Microsoft wants people to switch to Windows 11 but a majority stay with Windows 10 because their systems don't have what's required and they're either not willing to use Linux or they can't for what ever their reason is. Making Windows 11 more accessible to Windows 10 users would fix this problem for most users but they're not for some reason. I know they're Microsoft and Microsoft doesn't care about their users but they're seemingly willing to lose a significant portion of their users over something so insignificant, which is out of character for Microsoft.

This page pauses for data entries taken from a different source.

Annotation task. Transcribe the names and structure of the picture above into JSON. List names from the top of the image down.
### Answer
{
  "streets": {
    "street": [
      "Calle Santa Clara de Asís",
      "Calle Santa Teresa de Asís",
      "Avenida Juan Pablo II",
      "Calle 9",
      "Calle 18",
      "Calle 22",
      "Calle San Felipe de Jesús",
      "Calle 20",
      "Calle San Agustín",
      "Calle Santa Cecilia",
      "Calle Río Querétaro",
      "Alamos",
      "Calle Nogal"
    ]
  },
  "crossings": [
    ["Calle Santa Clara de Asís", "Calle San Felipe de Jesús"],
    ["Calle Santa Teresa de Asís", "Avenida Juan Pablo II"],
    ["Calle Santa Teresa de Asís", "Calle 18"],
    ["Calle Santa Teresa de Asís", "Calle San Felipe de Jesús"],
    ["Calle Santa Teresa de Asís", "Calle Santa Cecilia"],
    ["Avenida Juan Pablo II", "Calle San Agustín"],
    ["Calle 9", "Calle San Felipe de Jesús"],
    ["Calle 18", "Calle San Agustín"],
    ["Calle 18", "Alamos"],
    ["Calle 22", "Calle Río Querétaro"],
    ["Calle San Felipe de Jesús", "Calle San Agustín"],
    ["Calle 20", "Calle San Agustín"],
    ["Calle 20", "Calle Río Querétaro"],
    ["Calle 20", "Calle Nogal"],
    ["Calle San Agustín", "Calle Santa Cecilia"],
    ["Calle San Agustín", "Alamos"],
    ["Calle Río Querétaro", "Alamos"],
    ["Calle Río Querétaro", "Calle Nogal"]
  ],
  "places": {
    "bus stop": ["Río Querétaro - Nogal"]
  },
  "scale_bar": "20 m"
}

I'd guess it's corporate circlejerk - they probably made deals with hardware manufacturers who are annoyed people are not replacing their perfectly functional systems with new ones. Windows gets pre-installed on new systems, and in exchange windows requires new things forcing people to upgrade their old systems - or be locked out of the most popular OS in the world.
I suspect it has to do with Microsoft wanting to lock down PC hardware (again) in a similar fashion as mobile hardware to their own benefit so they're being aggressive with trying to get that ball rolling by forcing people to do it their way, both with hardware (TPM, secure boot, higher system spec requirements for AI) and with software (forcing a Microsoft account over a local account, default encrypting the system and uploading the keys, etc).
They've probably calculated this move and are prepared to lose a chunk of their users to Linux.